02 agosto 2026

Interior

 

Mercado Municipal de Tatuí (imagem retirada deste site)

Não eram nem 9 horas da manhã e ele, João Carlos da Silva, já estava na terceira latinha. Ali, no balcão do bar do mercado municipal de uma cidadezinha do interior. Era sábado. Ao redor, muitas pessoas, algumas famílias, tomavam seu café com pastel e bolinho caipira. E ele, João Carlos da Silva, sozinho, se embriagava. As orelhas e a nuca vermelhas. Os olhos esbugalhados. A cara amarrotada, curtida, parecia empilhar camadas de pele sob as ressacas acumuladas. Os lábios secos. Sedentos. De quê? Difícil saber. Fácil imaginar.

João Carlos da Silva não tem mais do que quarenta anos. Também não tem sonhos. Ou ainda tem? Está sozinho. No balcão do mercado. E na vida. Perdeu o bonde do amor. Ana Maria de Jesus se casou. Com outro. Num dia de semana, sem festa, sem vestido de noiva. Sem amor. Ela foi prática.

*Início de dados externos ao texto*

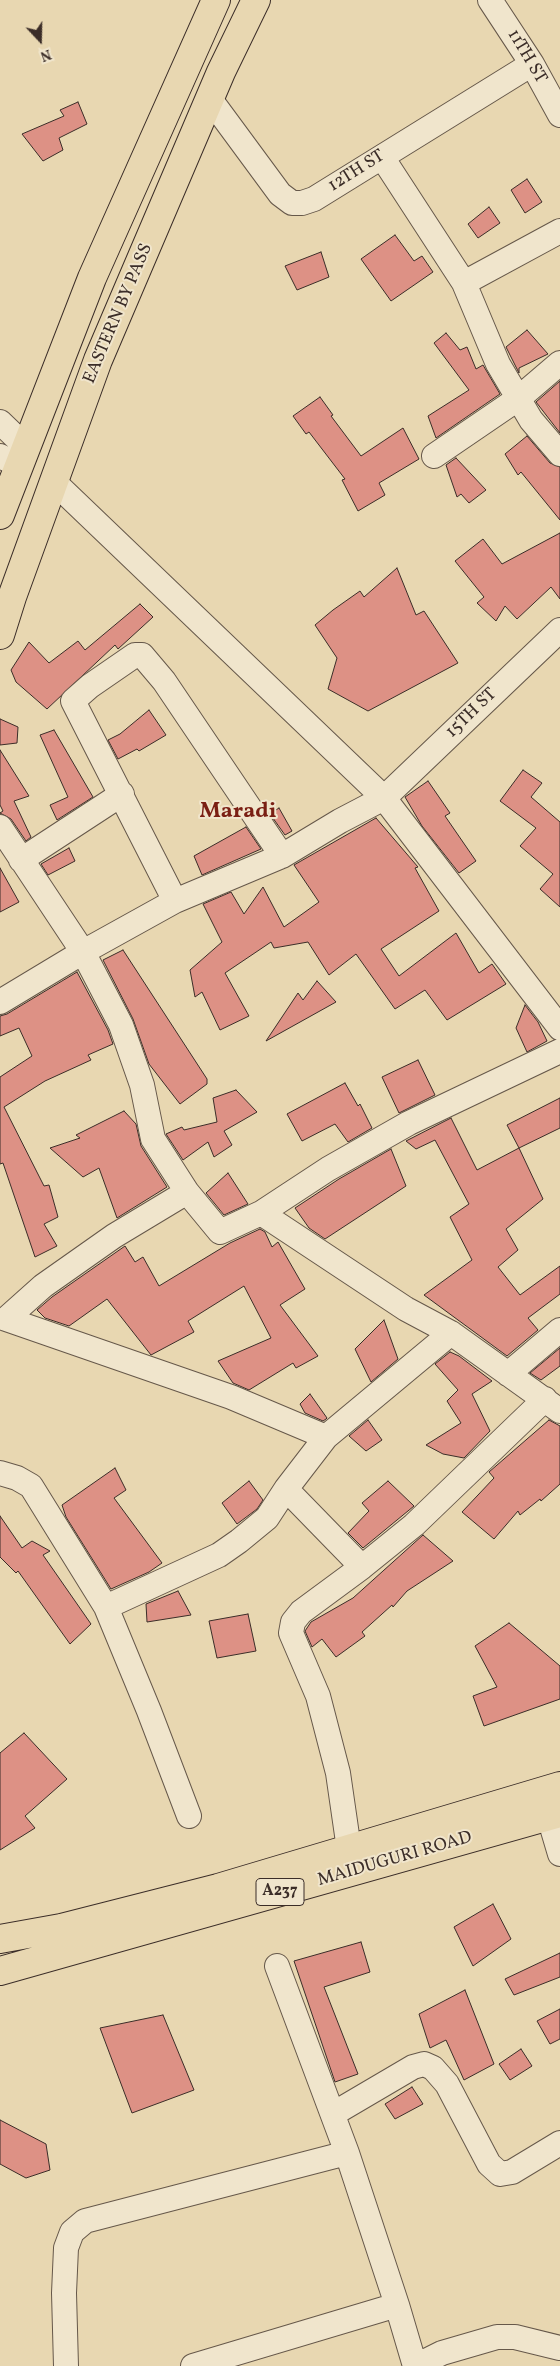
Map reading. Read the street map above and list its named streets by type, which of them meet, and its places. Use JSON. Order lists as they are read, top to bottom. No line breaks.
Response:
{"streets":{"main road":["EASTERN BY PASS","MAIDUGURI ROAD","A237"],"street":["11TH ST","12TH ST","15TH ST"]},"crossings":[["11TH ST","12TH ST"],["12TH ST","EASTERN BY PASS"]],"districts":["Maradi"],"north":"bottom"}
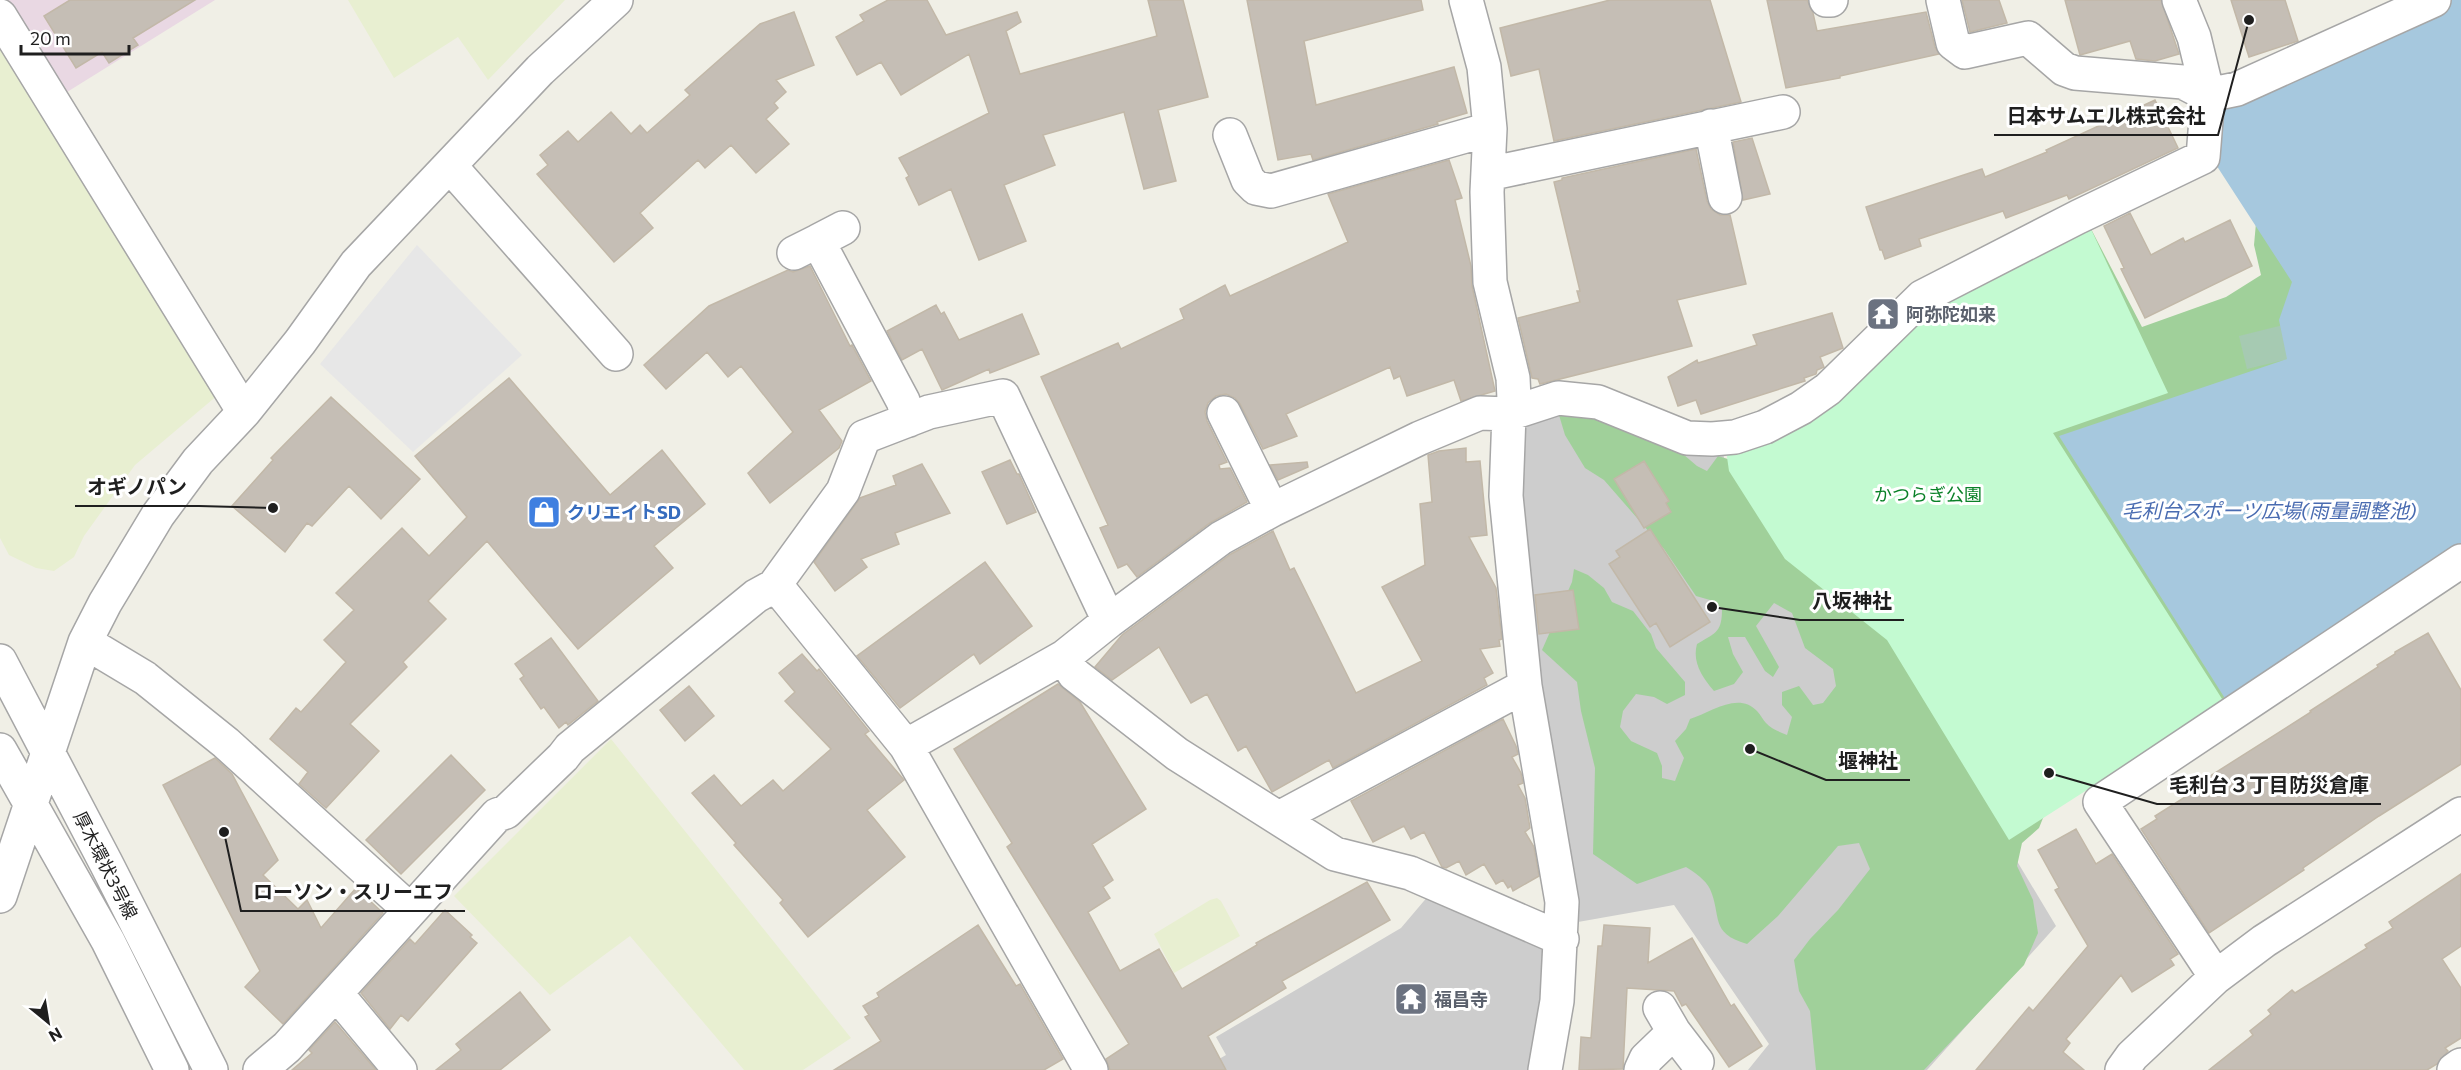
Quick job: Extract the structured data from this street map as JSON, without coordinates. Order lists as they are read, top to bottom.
{
  "streets": {
    "street": ["厚木環状3号線"]
  },
  "water": ["毛利台スポーツ広場(雨量調整池)"],
  "parks": ["かつらぎ公園"],
  "places": {
    "other": [
      "日本サムエル株式会社",
      "オギノパン",
      "八坂神社",
      "堰神社",
      "毛利台３丁目防災倉庫",
      "ローソン・スリーエフ"
    ],
    "temple": ["阿弥陀如来", "福昌寺"],
    "shop": ["クリエイトSD"]
  },
  "scale_bar": "20 m",
  "north": "bottom right"
}
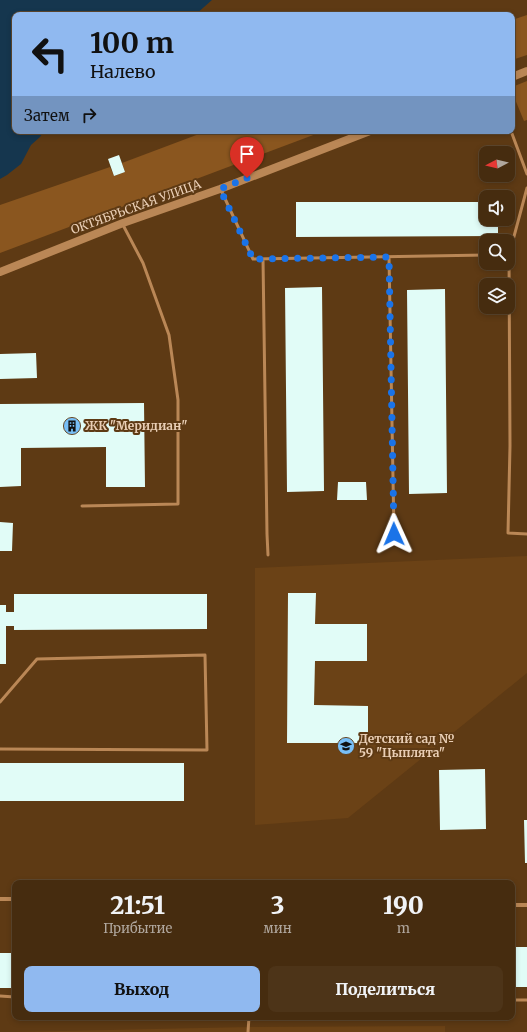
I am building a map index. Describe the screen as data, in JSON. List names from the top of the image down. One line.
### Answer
{"streets":{"main road":["ОКТЯБРЬСКАЯ УЛИЦА"]},"places":{"building":["ЖК \"Меридиан\""],"school or university":["Детский сад № 59 \"Цыплята\""]},"north":"left","page":{"turn":["100 m","Налево"],"then":"Затем","eta":["21:51","Прибытие","3","мин","190","m"],"buttons":["Выход","Поделиться"]}}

Precavida, pensou no futuro. Ele ficou no passado.

Quando tinham quinze anos, ela ainda não tinha recebido as lições de economia doméstica e fez juras de amor depois do primeiro beijo deles. Ele acreditou. Fez planos. Até os nomes dos filhos imaginou. Seriam dois. Um casal. Rita e Afrânio. Homenagem à avó materna e ao avô paterno. O namoro, quase brincadeira de criança, foi se arrastando. Ele se alistou. Foi chamado para servir no exército brasileiro. Passou um ano fora. O namoro esfriou. Quando voltou de vez, Ana Maria de Jesus estava diferente. João Carlos da Silva fingiu não perceber. Voltou com carteira de motorista. Arrumou emprego fixo na mercearia. Fazia planos de juntar dinheiro e em dois anos e meio pedir Ana Maria em casamento.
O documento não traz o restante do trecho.